That’s a useful guide for the ECB, whose economy is further behind, and could do without the turbulence of global policy shifts. The euro zone started vaccinations later, and is only just emerging from a double-dip recession. Inoculation goals are months away from being hit, and new virus variants threaten to restrict travel.
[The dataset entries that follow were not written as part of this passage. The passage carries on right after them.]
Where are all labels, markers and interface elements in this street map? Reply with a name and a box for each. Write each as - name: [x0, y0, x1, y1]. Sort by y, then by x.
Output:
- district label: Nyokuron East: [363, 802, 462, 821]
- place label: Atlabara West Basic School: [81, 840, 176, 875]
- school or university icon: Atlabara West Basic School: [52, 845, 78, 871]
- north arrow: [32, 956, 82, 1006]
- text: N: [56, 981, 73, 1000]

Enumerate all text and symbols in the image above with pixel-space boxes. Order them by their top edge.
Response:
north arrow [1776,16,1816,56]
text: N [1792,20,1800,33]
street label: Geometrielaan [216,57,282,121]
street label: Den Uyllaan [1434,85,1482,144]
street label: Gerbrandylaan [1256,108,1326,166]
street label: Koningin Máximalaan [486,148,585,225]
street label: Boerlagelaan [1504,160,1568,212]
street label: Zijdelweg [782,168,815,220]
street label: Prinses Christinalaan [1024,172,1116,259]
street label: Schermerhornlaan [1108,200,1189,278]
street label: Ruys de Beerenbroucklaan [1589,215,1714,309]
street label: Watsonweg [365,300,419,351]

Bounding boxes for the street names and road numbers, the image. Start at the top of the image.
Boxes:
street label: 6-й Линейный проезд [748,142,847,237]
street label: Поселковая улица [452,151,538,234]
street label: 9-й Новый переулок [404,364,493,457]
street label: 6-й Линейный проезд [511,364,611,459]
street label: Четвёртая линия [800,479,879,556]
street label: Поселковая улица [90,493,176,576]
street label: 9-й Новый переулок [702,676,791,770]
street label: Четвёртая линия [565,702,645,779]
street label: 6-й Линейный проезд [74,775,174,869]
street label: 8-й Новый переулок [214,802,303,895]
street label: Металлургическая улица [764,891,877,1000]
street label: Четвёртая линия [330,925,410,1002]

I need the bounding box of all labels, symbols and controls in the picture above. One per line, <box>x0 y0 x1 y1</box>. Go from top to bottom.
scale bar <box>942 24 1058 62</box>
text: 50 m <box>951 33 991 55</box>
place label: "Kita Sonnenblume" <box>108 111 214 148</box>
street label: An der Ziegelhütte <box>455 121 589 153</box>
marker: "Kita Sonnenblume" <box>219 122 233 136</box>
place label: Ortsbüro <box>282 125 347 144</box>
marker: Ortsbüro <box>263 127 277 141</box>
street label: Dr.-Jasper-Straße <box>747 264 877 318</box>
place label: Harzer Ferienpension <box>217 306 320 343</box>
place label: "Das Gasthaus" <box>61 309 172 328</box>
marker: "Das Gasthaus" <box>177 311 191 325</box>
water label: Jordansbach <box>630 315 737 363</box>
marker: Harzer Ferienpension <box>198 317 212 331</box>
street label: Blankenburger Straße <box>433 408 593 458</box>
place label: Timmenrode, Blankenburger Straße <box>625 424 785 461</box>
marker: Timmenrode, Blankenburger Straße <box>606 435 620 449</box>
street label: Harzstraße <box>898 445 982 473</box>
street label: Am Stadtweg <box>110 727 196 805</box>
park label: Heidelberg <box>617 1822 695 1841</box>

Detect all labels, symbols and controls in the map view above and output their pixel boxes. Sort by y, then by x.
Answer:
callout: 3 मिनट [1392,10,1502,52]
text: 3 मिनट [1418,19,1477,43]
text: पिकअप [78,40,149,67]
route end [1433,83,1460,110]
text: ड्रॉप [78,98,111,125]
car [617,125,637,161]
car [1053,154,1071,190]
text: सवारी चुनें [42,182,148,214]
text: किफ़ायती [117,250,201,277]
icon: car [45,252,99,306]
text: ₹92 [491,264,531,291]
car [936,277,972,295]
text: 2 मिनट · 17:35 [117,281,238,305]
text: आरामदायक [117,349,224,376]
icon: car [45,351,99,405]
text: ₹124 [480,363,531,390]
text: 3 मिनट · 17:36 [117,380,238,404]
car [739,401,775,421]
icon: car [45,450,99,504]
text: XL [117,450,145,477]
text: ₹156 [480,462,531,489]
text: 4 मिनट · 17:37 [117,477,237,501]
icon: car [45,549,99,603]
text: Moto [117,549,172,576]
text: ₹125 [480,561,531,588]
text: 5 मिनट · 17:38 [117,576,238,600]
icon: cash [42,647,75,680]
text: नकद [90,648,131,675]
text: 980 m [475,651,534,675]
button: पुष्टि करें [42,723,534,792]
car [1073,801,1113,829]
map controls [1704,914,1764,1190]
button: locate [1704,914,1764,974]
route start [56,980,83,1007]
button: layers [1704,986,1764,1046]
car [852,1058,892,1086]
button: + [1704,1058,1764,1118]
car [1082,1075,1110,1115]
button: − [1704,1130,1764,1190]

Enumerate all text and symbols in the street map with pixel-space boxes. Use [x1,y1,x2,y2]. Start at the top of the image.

“Recent signals from the Fed probably help the ECB,” said Gilles Moec, chief economist at AXA Investment Managers. “I don’t expect fireworks on Thursday, I don’t think they want to rock the boat.”

ECB officials indeed seem unlikely to spring surprises over stimulus. Dovish policy makers such as Executive Board member Fabio Panetta claim there’s no reason to slow the pandemic bond-buying pace of around 20 billion euros ($24 billion) a week.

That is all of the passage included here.